Experimental Setup & Reproducibility Protocol¶

1. Hardware & Software Environment¶

Component	Specification
Machine	Apple MacBook Pro (M-series)
Python	3.12.x
NumPy	2.4.x
Qiskit	1.x (statevector simulator)
OS	macOS
Git hash	Recorded per run (see JSON output `env.git_hash`)

All experiments use _collect_env_metadata() in run_thesis_experiments.py to record the exact Python, NumPy, and Qiskit versions at runtime into the JSON output.

2. Dataset¶

Property	Value
Source	T-drive taxi dataset (Beijing, 2008–2009)
Preprocessing	`Tdrive_norm_traj` (normalized)
Cluster centers	`tdrive_clustercenter` (pre-computed)
Training size	27 trajectories (90% of 30)
Validation size	3 trajectories (10% of 30, fixed partition)
State dimensionality	5 (IED, split_OD, min_dist, segment_length, step_index)
Action space	Binary: EXTEND (0) / CUT (1)

The 90/10 split is deterministic per seed via TrajectoryScheduler(validation_pct=0.1, seed=seed).

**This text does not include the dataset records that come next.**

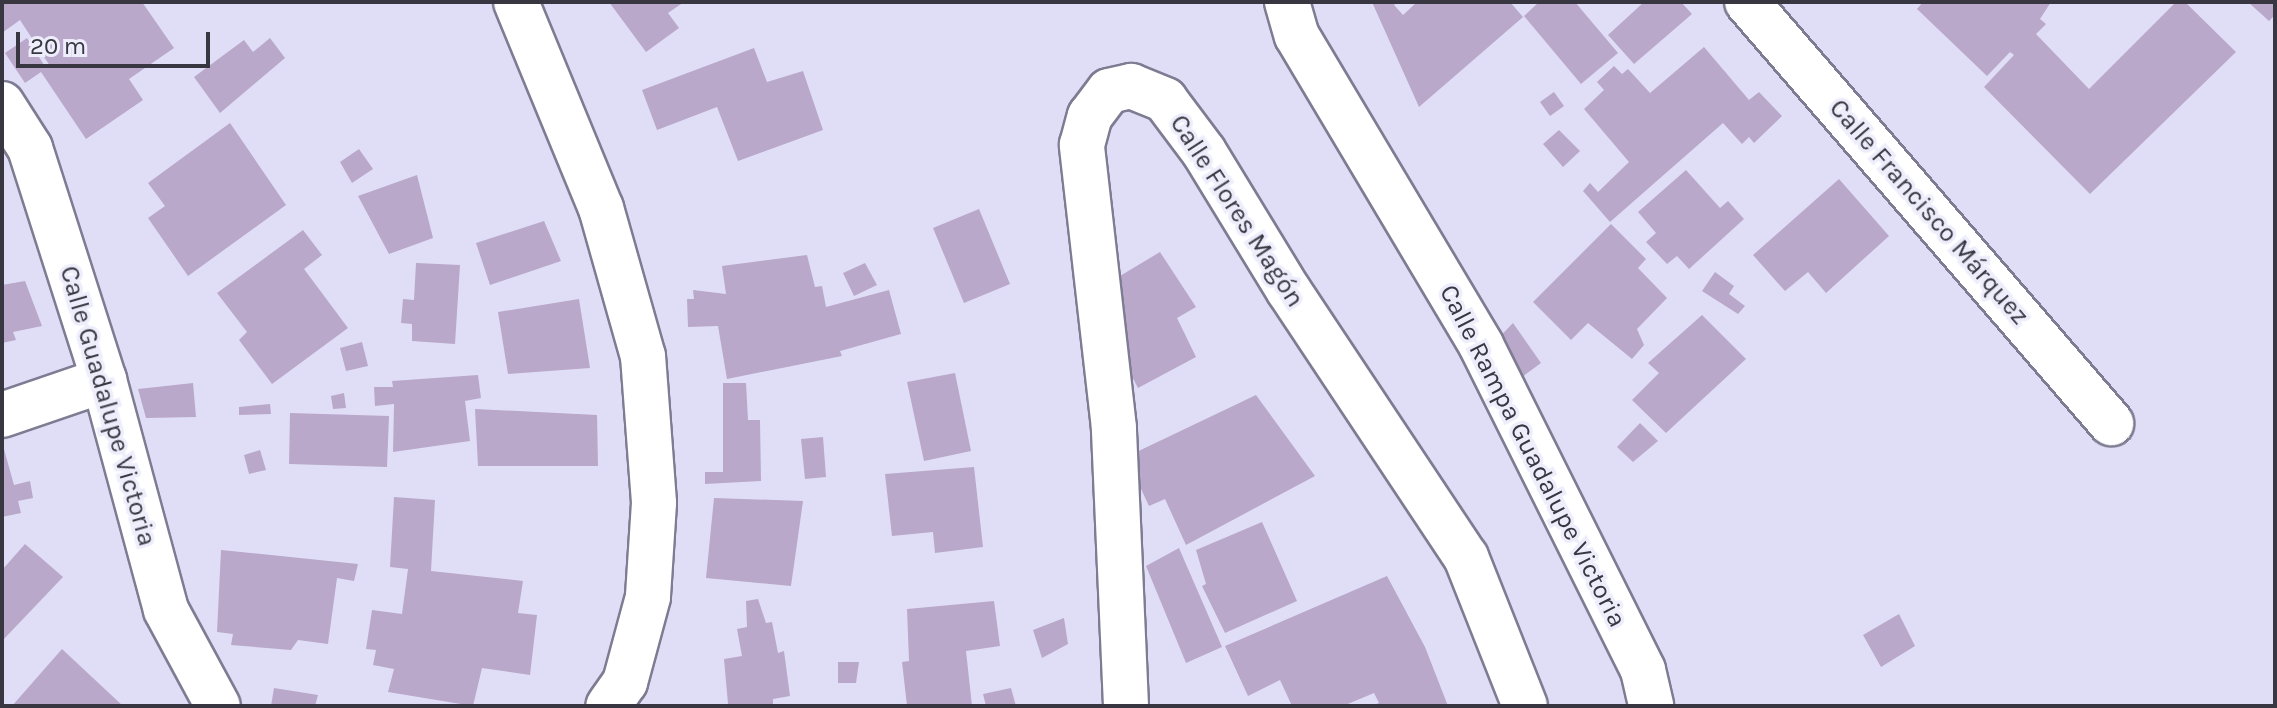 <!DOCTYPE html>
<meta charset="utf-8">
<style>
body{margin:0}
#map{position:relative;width:2277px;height:708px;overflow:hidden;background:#e0def7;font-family:Karla,sans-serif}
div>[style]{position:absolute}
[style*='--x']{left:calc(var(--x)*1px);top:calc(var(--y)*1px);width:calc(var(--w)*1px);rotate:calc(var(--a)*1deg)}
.building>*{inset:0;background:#b9a8c9}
.roads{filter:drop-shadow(2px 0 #7e7c92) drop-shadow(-2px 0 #7e7c92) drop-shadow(0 2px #7e7c92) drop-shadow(0 -2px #7e7c92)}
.minor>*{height:44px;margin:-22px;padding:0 22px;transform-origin:22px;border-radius:22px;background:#fff}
span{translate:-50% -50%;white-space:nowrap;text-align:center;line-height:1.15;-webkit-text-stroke:7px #eeedfc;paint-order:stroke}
.street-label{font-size:26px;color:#383741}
.frame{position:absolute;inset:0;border:4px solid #383741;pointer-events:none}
.scale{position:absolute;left:16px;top:32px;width:194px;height:36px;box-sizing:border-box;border:4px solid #383741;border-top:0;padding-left:10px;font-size:24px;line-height:28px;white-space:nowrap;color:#383741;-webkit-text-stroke:6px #eeedfc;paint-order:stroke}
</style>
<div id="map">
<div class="building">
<div style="clip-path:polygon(2px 2px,142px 2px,174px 48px,129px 79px,143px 100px,86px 139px,41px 72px,25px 83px,5px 53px,27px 38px,46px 68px,50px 66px,20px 20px,2px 33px)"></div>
<div style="clip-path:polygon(609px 2px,684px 2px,668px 13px,679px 28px,646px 52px)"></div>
<div style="clip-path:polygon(1372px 2px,1397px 2px,1394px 5px,1403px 15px,1417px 2px,1510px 2px,1523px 17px,1419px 107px)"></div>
<div style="clip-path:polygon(1539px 2px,1575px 2px,1618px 53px,1581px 84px,1524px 16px)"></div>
<div style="clip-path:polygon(1644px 2px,1681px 2px,1692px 14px,1634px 64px,1608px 35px)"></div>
<div style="clip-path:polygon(1923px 2px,2051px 2px,2040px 19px,2046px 24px,2036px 34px,2089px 89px,2176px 2px,2185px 2px,2236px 52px,2090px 194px,1984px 87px,2014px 55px,2010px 52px,1987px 76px,1917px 9px)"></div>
<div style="clip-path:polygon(2248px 2px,2275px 2px,2275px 15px,2269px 21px)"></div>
<div style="clip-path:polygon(270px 38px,285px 58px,220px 113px,194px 77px,244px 40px,253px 52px)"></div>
<div style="clip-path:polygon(1704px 47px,1749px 100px,1759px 92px,1782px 116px,1754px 143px,1749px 137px,1742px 144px,1723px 123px,1610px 222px,1583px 191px,1590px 183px,1598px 192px,1629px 162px,1584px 109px,1604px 90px,1597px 82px,1614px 66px,1622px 74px,1628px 69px,1650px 93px)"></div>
<div style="clip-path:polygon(754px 48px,767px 82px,803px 71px,823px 130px,738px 161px,717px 107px,657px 130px,642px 90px)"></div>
<div style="clip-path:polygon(1554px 92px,1564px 106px,1550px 116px,1540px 102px)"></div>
<div style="clip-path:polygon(230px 123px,286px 205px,188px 276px,148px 218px,165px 206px,148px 183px)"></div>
<div style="clip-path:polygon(1559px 130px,1580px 151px,1563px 167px,1543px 144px)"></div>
<div style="clip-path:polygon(359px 149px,373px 169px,352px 183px,340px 162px)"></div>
<div style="clip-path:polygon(1686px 170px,1720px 208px,1728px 201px,1744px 219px,1689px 269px,1677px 256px,1667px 264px,1646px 242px,1656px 233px,1638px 212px)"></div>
<div style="clip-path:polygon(417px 175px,433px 238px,389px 254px,358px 196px)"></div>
<div style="clip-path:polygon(1839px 179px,1889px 236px,1826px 293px,1808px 272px,1785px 291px,1753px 255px)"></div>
<div style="clip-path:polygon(979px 209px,1010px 284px,964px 303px,933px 228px)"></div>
<div style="clip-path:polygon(544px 221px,561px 261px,490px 285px,476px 243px)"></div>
<div style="clip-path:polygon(1611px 224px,1646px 259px,1638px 268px,1667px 298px,1637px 329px,1644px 345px,1632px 359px,1588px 323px,1571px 340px,1533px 302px)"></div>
<div style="clip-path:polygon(303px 230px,322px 255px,304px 269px,348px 328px,272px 384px,239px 340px,247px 332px,217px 293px)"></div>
<div style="clip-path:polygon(1160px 252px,1196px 307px,1177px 318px,1196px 357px,1138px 388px,1116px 346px,1105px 285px)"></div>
<div style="clip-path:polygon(807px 255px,815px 287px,822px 286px,826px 307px,889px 290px,901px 334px,840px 351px,842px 356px,727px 379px,718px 326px,688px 327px,687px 299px,694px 299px,693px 290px,726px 294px,722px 266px)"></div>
<div style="clip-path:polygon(416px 263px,460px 265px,455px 344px,412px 341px,412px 324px,401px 323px,403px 299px,414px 300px)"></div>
<div style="clip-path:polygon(865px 263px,877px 285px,854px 296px,843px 273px)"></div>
<div style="clip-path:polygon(1715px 272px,1734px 286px,1729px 294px,1745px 306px,1738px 314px,1702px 291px)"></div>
<div style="clip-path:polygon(25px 281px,42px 326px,13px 332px,16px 340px,2px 343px,2px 285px)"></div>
<div style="clip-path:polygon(579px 299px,590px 368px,508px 374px,498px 312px)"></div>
<div style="clip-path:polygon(1702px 315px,1746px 359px,1666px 433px,1632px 400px,1659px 373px,1648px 363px)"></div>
<div style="clip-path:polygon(1513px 323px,1541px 363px,1510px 386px,1489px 348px)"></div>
<div style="clip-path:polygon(362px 342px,368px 366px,346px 371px,340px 348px)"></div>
<div style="clip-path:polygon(955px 373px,971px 451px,924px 461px,907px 382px)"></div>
<div style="clip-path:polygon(478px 375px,481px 398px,465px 401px,470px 441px,393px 452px,394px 404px,375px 406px,374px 387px,393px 387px,392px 381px)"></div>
<div style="clip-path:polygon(193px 383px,196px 417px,146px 418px,138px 389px)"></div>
<div style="clip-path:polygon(723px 383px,746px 383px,748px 420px,760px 420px,761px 481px,705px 484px,705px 472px,723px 472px)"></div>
<div style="clip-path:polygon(344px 393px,346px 408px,333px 409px,331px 396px)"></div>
<div style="clip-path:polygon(1256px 395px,1315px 476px,1186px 545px,1165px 499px,1149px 506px,1126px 457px)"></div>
<div style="clip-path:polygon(270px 404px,271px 414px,239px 415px,239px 407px)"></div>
<div style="clip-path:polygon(475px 409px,597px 415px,598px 466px,478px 466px)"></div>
<div style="clip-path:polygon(290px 413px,389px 416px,387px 467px,289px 464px)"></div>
<div style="clip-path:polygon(1640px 423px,1658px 441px,1633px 462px,1617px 447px)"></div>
<div style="clip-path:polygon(823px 437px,826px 477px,805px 479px,801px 439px)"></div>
<div style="clip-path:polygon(2px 442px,14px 485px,30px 481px,33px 498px,18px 501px,21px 513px,2px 517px)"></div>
<div style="clip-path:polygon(260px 450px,266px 470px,249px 474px,244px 455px)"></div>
<div style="clip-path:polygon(974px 467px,983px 547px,935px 553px,933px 532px,892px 536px,885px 474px)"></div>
<div style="clip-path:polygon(394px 497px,435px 500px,431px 571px,523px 581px,518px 613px,537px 615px,530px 675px,482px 668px,473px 706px,388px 692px,394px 669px,373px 665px,376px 650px,366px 649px,372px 610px,402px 614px,408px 569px,390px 567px)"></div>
<div style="clip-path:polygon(714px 498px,803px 501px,791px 586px,706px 578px)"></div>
<div style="clip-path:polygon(1262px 522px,1297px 601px,1225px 633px,1202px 586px,1206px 584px,1196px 550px)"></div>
<div style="clip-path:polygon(25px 544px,63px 577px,2px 641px,2px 570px)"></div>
<div style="clip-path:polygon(1179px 548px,1222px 647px,1186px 663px,1146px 566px)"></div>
<div style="clip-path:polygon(221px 550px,358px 564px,354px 581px,337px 578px,328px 644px,298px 640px,291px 650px,231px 645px,233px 634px,217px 632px)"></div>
<div style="clip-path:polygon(1387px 576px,1425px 647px,1448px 706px,1371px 706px,1379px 703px,1374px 693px,1343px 706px,1292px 706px,1280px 680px,1248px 696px,1225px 646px)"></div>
<div style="clip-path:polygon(758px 599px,766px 623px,772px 622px,778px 653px,784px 651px,790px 696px,773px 699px,773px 706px,728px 704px,724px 659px,742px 656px,737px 629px,747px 627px,746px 601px)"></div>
<div style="clip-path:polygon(994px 601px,1000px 646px,966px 651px,972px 706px,907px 706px,902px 662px,909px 661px,907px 609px)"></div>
<div style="clip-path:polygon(1899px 614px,1915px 646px,1881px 667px,1863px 635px)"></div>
<div style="clip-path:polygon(1064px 618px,1068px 644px,1042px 658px,1033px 630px)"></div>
<div style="clip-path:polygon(62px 649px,123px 706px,12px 706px)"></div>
<div style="clip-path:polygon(838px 662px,859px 662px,856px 683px,838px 683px)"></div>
<div style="clip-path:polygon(274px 688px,318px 695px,315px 706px,271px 706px)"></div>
<div style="clip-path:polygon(1011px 688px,1016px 706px,986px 706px,983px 694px)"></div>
</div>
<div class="roads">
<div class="minor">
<div style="--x:516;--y:2;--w:223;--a:67.6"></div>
<div style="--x:601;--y:208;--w:154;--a:74.2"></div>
<div style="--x:643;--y:356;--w:147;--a:85.7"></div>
<div style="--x:654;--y:503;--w:94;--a:93.7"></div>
<div style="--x:648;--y:597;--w:88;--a:105.1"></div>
<div style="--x:625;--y:682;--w:29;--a:125"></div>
<div style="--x:1287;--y:2;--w:35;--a:74"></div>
<div style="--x:1297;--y:36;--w:360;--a:59.2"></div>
<div style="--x:1481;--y:345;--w:363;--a:63.5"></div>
<div style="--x:1643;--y:670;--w:37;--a:77"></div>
<div style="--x:1747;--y:2;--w:557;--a:49.15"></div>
<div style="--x:2;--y:104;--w:52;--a:57.5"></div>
<div style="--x:30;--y:148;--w:244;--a:72.3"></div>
<div style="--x:104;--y:380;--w:238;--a:74.9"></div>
<div style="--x:166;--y:610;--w:109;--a:61.6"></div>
<div style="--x:2;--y:415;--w:108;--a:-18.9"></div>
<div style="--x:1126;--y:706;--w:278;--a:-92.5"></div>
<div style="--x:1114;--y:428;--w:285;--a:-96.5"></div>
<div style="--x:1082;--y:145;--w:30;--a:-75"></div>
<div style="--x:1090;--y:116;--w:31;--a:-53"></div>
<div style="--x:1109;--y:91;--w:23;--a:-13"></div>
<div style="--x:1131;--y:86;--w:37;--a:22"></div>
<div style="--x:1165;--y:100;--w:65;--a:53.1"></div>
<div style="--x:1204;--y:152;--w:163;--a:58.6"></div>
<div style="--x:1289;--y:291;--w:320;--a:56.4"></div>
<div style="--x:1466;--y:557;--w:160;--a:68.4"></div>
</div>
</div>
<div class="street-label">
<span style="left:1237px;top:211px;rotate:57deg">Calle Flores Magón</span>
<span style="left:1929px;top:212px;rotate:49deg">Calle Francisco Márquez</span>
<span style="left:108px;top:406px;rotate:74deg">Calle Guadalupe Victoria</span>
<span style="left:1533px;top:456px;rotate:63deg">Calle Rampa Guadalupe Victoria</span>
</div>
<div class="frame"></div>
<div class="scale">20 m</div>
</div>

3. Protocol Constants (Shared Across All Models)¶

All agents share identical hyperparameters — the only variable is the policy network architecture.

Parameter	Value	Rationale
`batch_size`	32	Standard DQN
`memory_size`	5,000	Fits in RAM, sufficient for 30-trajectory regime
`gamma` (discount)	0.90	Sub-episode horizons are ~10–50 steps
`huber_delta`	1.0	Standard smooth L1 loss
`epsilon_start`	1.0	Full exploration initially
`epsilon_min`	0.1	Retain 10% exploration floor
`epsilon_decay`	0.99	Per-episode decay
`target_update_freq`	10	Episodes between target network sync
`L_MIN`	3	Minimum segment length before CUT allowed
`CUT_PENALTY`	0.12	Per-cut reward penalty
`EXTEND_COST`	0.01	Per-extend small cost to break ties
`COMPLEXITY_LAMBDA`	0.03	End-of-episode cut-rate regularizer

4. SPSA Optimizer Configuration¶

Applied identically to VQ-DQN and all SPSA classical controls.

Parameter	Value	Source
a (learning rate scale)	0.12	Spall 1998 defaults
c (perturbation scale)	0.08	Spall 1998 defaults
A (stability constant)	20	~10% of expected iterations
alpha (LR decay rate)	0.602	Spall 1998 theory
gamma (pert decay rate)	0.101	Spall 1998 theory
momentum	0.9	m-SPSA variant
gradient clip	1.0	Prevents exploding updates

5. Models Under Test¶

Model	Kind	Params	Architecture
VQ-DQN (5q×3L)	quantum	34	5-qubit, 3-layer HEA, angle encoding
MLP-34 (SPSA)	classical-SPSA	34	[4]-hidden MLP (param-matched)
MLP-34 (Adam)	classical-Adam	34	[4]-hidden MLP (param-matched)
Control A (linear)	classical-SPSA	12	Linear (no hidden)
Control B (h=64)	classical-SPSA	450	[64]-hidden MLP
Control C (h=32×32)	classical-SPSA	1,314	[32,32]-hidden MLP
Control D (Adam linear)	classical-Adam	12	Linear (no hidden)
Control E (Adam h=64)	classical-Adam	450	[64]-hidden MLP
Control F (Adam h=32×32)	classical-Adam	1,314	[32,32]-hidden MLP

6. Evaluation Protocol¶

Training Definition¶

We define one epoch as a full pass over the scheduled training trajectories, each generating one episode per trajectory under ε-greedy exploration. With 27 training trajectories and 2 epochs, each model processes exactly 54 training episodes per seed.

Compute-Budget Parity¶

All SPSA-trained models receive identical: - Environment steps: same trajectories, same step counts - SPSA iterations: one update per batch_size replay samples - Forward evaluations: SPSA = 2 evaluations per gradient estimate (θ+δ and θ-δ)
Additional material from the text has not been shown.